Silver to See Ongoing Deficits and Solar Panels up to 98% of all Supply by 2050
Whilst we await the final numbers from the Silver Institute for demand in 2022, all indicators point to a record year of demand for silver. On last forecast, they were projecting a figure of 1.21 billion oz, up 16% on 2021. Supply on the other hand continues the trend of coming off ‘peak silver’ in 2016, growing only 1%, another deficit year of more demand than supply. But the big news is looking forward.
Around half of silver is used for industrial purposes and 2022 looks to see increasing industrial demand, up to around 540m oz. These are all rapidly growing industries too of vehicle electrification, 5G technologies, and the global government lead push to green infrastructure, particularly solar panels.
Silver jewellery and silverware are also set to jump, each up 29% (235m oz) and 72% (73m oz) respectively.
That leaves the one dear to our hearts, investment. From the investment side of the equation, like gold, ETF’s saw outflows, but physical bars and coins surged with forecasts of 18% increase on 2021.

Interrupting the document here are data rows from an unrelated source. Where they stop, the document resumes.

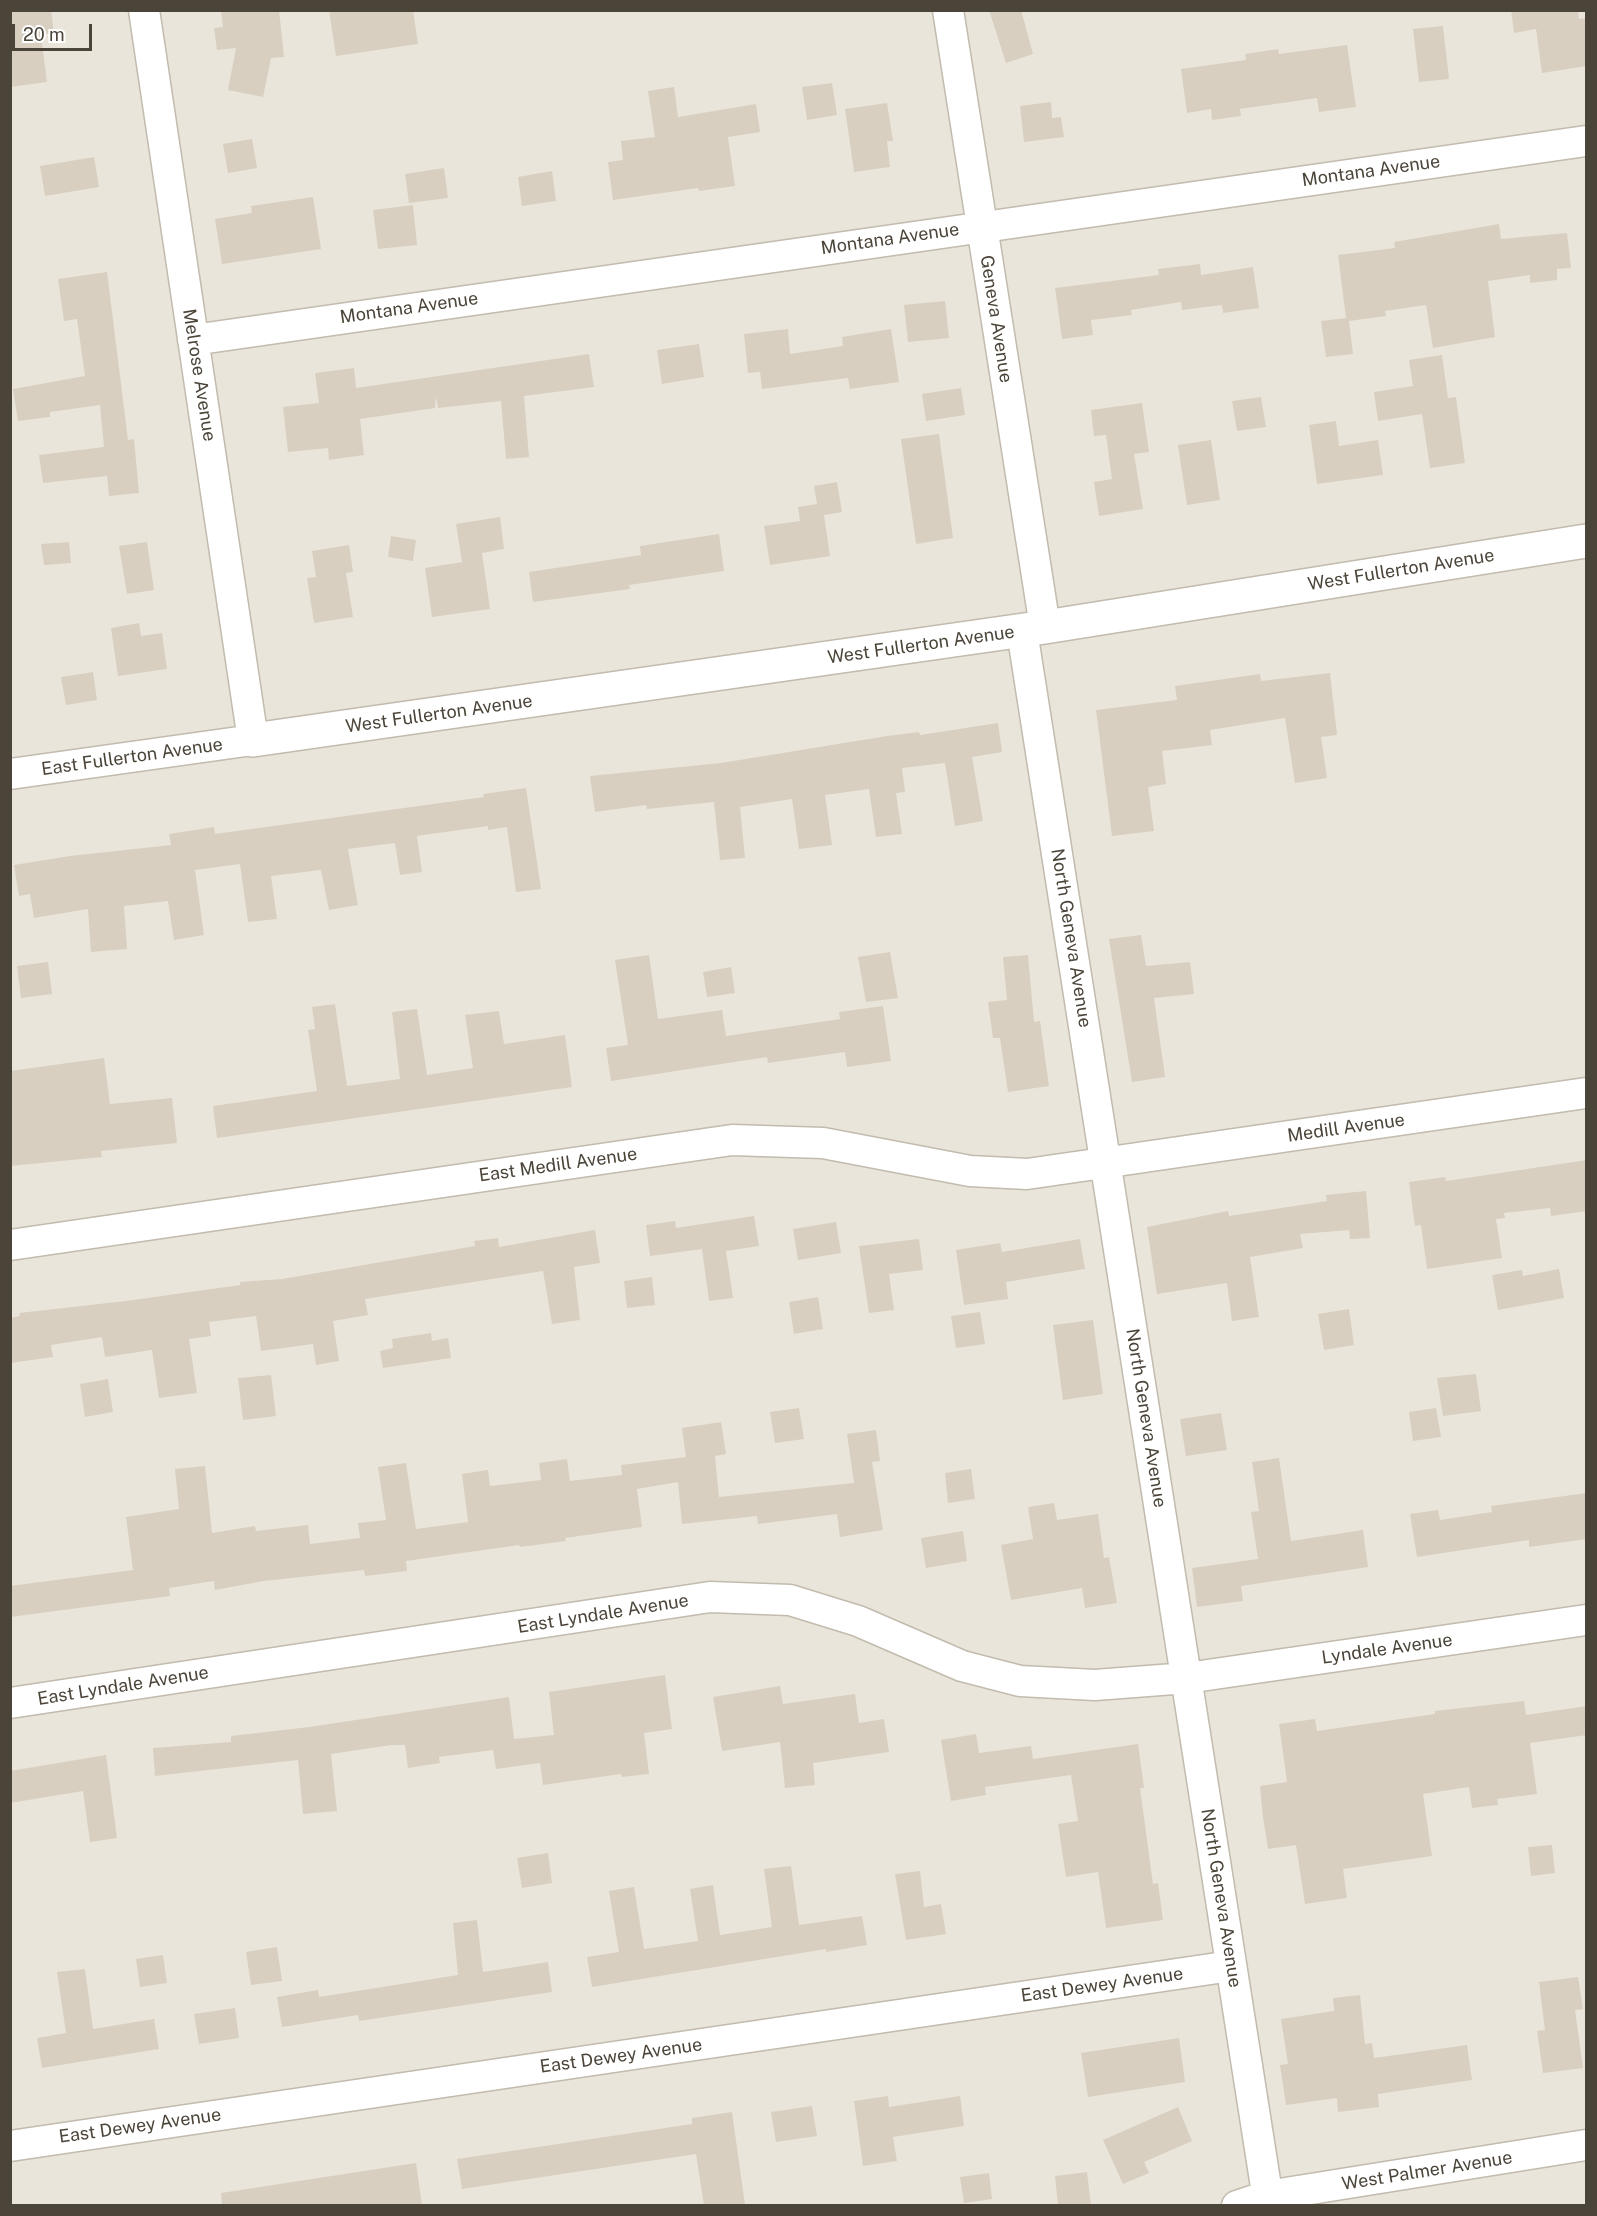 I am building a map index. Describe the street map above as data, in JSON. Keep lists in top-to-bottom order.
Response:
{
  "streets": {
    "street": [
      "Montana Avenue",
      "Geneva Avenue",
      "Melrose Avenue",
      "West Fullerton Avenue",
      "East Fullerton Avenue",
      "North Geneva Avenue",
      "Medill Avenue",
      "East Medill Avenue",
      "East Lyndale Avenue",
      "Lyndale Avenue",
      "East Dewey Avenue",
      "West Palmer Avenue"
    ]
  },
  "crossings": [
    ["Montana Avenue", "Geneva Avenue"],
    ["Montana Avenue", "Melrose Avenue"],
    ["Geneva Avenue", "West Fullerton Avenue"],
    ["Geneva Avenue", "North Geneva Avenue"],
    ["Melrose Avenue", "West Fullerton Avenue"],
    ["Melrose Avenue", "East Fullerton Avenue"],
    ["West Fullerton Avenue", "East Fullerton Avenue"],
    ["West Fullerton Avenue", "North Geneva Avenue"],
    ["North Geneva Avenue", "Medill Avenue"],
    ["North Geneva Avenue", "East Medill Avenue"],
    ["North Geneva Avenue", "East Lyndale Avenue"],
    ["North Geneva Avenue", "Lyndale Avenue"],
    ["North Geneva Avenue", "East Dewey Avenue"],
    ["North Geneva Avenue", "West Palmer Avenue"],
    ["Medill Avenue", "East Medill Avenue"],
    ["East Lyndale Avenue", "Lyndale Avenue"]
  ],
  "scale_bar": "20 m"
}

Mine production is only projected to increase by 1%, resulting in a near record, and second consecutive year, of global silver market deficit in 2022. At 194 million ounces, this will be a multi-decade high and four times the level seen in 2021.
But according to a recent study out of the University of New South Wales we aint seen nothin’ yet, and its all about solar panels.

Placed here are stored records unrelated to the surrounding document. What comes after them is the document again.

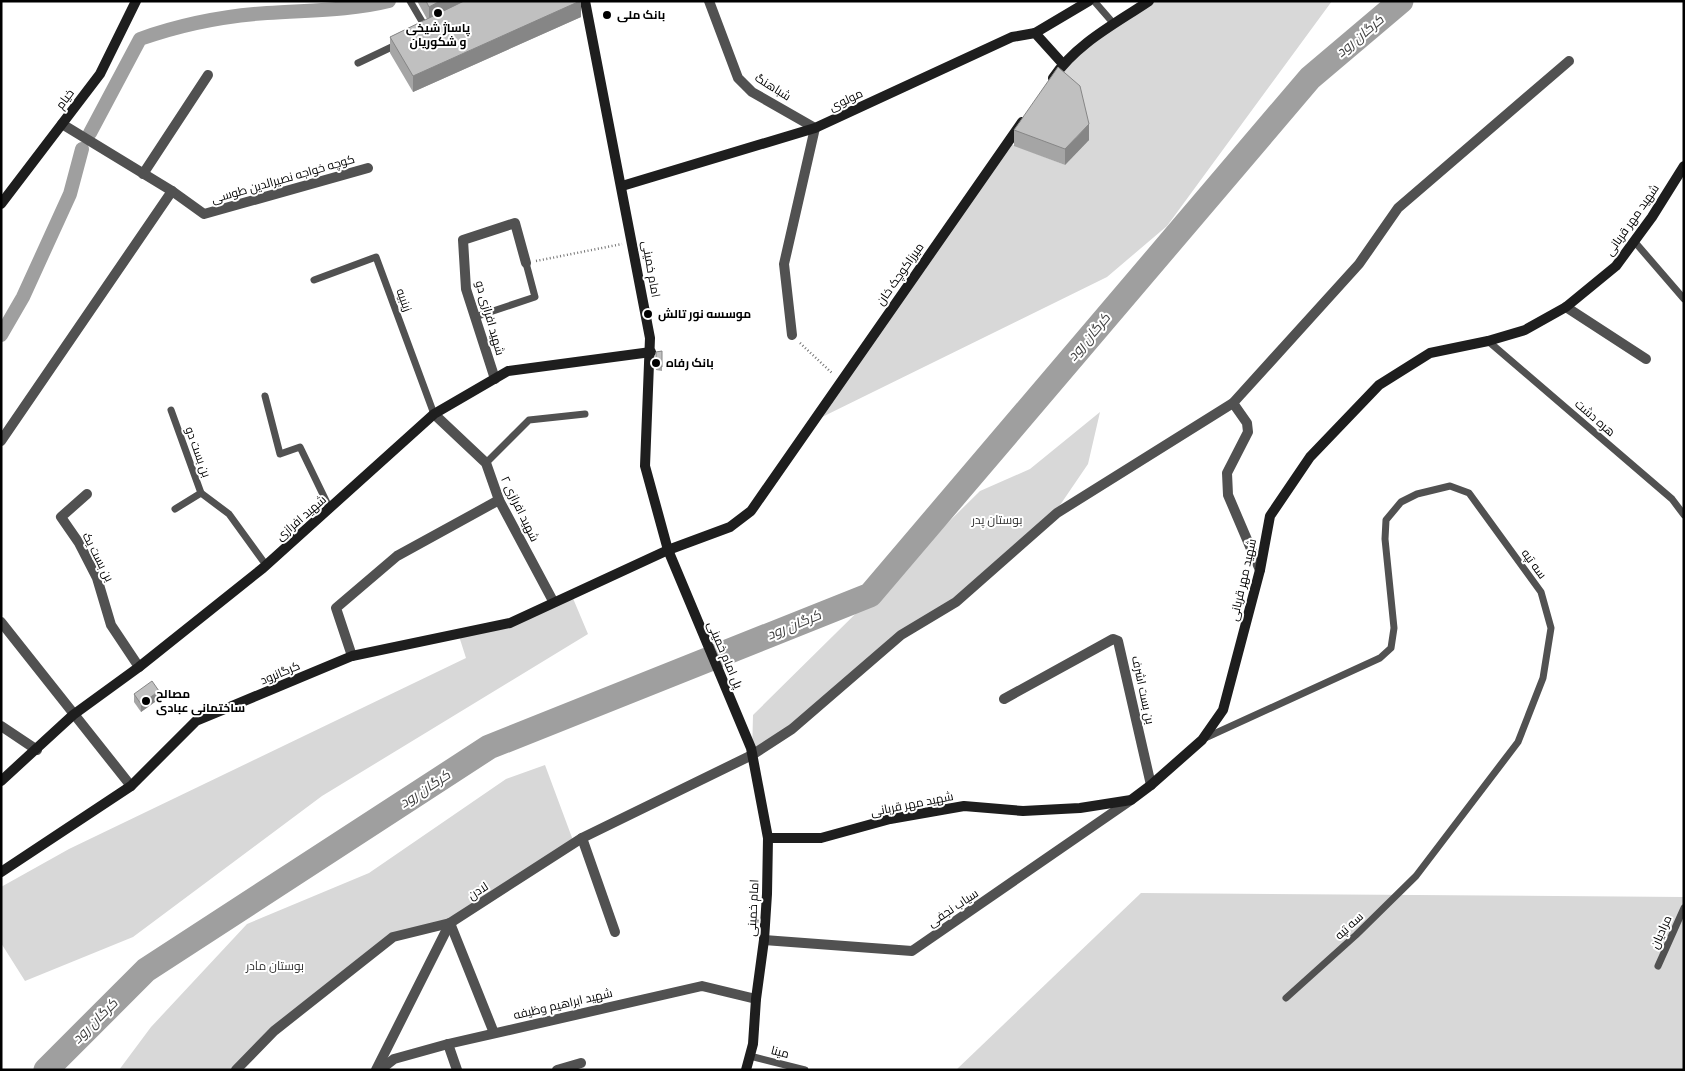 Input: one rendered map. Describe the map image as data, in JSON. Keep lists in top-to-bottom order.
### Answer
{
  "streets": {
    "street": [
      "شباهنگ",
      "خیام",
      "مولوی",
      "کوچه خواجه نصیرالدین طوسی",
      "شهید مهر قربانی",
      "امام خمینی",
      "میرزاکوچک خان",
      "شهید افرازی دو",
      "شهید افرازی ۲",
      "شهید افرازی",
      "بن بست یک",
      "پل امام خمینی",
      "کرگانرود",
      "بن بست اشرف",
      "لادن",
      "سیاب نجفی",
      "شهید ابراهیم وظیفه"
    ],
    "lane": [
      "زینبیه",
      "هره دشت",
      "بن بست دو",
      "سه تپه",
      "مرادیان",
      "مینا"
    ]
  },
  "crossings": [
    ["شباهنگ", "مولوی"],
    ["مولوی", "امام خمینی"],
    ["شهید مهر قربانی", "امام خمینی"],
    ["شهید مهر قربانی", "هره دشت"],
    ["شهید مهر قربانی", "سه تپه"],
    ["شهید مهر قربانی", "بن بست اشرف"],
    ["شهید مهر قربانی", "سیاب نجفی"],
    ["امام خمینی", "میرزاکوچک خان"],
    ["امام خمینی", "شهید افرازی"],
    ["امام خمینی", "پل امام خمینی"],
    ["امام خمینی", "لادن"],
    ["امام خمینی", "سیاب نجفی"],
    ["امام خمینی", "شهید ابراهیم وظیفه"],
    ["امام خمینی", "مینا"],
    ["میرزاکوچک خان", "شهید افرازی ۲"],
    ["میرزاکوچک خان", "کرگانرود"],
    ["زینبیه", "شهید افرازی ۲"],
    ["زینبیه", "شهید افرازی"],
    ["شهید افرازی دو", "شهید افرازی"],
    ["بن بست دو", "شهید افرازی"],
    ["شهید افرازی ۲", "شهید افرازی"],
    ["شهید افرازی ۲", "کرگانرود"],
    ["شهید افرازی", "بن بست یک"],
    ["پل امام خمینی", "لادن"]
  ],
  "water": ["کرگان رود"],
  "parks": ["بوستان پدر", "بوستان مادر"],
  "places": [
    "پاساژ شیخی و شکوریان",
    "بانک ملی",
    "موسسه نور تالش",
    "بانک رفاه",
    "مصالح ساختمانی عبادی"
  ]
}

First for context, the Silver Institute data saw silver for photovoltaics reach a record 113.7m oz in 2021. Their forecast for 2022 is up strongly again to around 127m oz, so around 10% of total demand.
The UNSW research paper (here) forecasts silver demand for solar panels alone will require over 20% of current supply (and supply is trending down) by 2027, double that currently. By 2050 photovoltaic demand will use 85-98% of current global silver reserves.

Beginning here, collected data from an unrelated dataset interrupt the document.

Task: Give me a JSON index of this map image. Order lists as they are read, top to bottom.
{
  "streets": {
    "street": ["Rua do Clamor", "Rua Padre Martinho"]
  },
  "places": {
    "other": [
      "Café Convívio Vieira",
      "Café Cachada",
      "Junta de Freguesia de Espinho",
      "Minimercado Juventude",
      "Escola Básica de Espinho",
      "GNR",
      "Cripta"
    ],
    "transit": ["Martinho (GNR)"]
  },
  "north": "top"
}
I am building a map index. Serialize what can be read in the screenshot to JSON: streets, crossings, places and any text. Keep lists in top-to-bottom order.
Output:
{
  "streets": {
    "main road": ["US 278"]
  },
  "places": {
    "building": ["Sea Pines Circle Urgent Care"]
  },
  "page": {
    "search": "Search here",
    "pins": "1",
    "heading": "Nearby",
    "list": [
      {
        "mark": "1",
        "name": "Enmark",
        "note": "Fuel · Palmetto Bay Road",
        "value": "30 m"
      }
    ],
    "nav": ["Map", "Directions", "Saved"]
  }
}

For all the talk of finding alternatives to silver for solar panels, the report effectively squashes that. Indeed the above forecasts are based on the currently dominant p-type technology. The new technology needs even more:
“Emerging next-generation high-efficiency n-type TOPCon [tunnel oxide passivated contact] and SHJ [silicon heterojunction cell] solar cell technologies, with record efficiencies of 25.5% and 26.3% for two-sided contact devices, respectively, have a substantially higher requirement for silver.”
Indeed silver’s properties are so exceptional there are no alternatives that combine its title as the lowest electrical resistance of any metal with its longevity and reliability.
In terms of recovery, that too looks a long way off with the research stating:
“Over the longer term, the recycling of older solar modules could provide a significant source of silver. However, further investment and research is needed here, and it may still be several decades before the volume of PV waste processed each year is enough for more than a marginal contribution of new silver.”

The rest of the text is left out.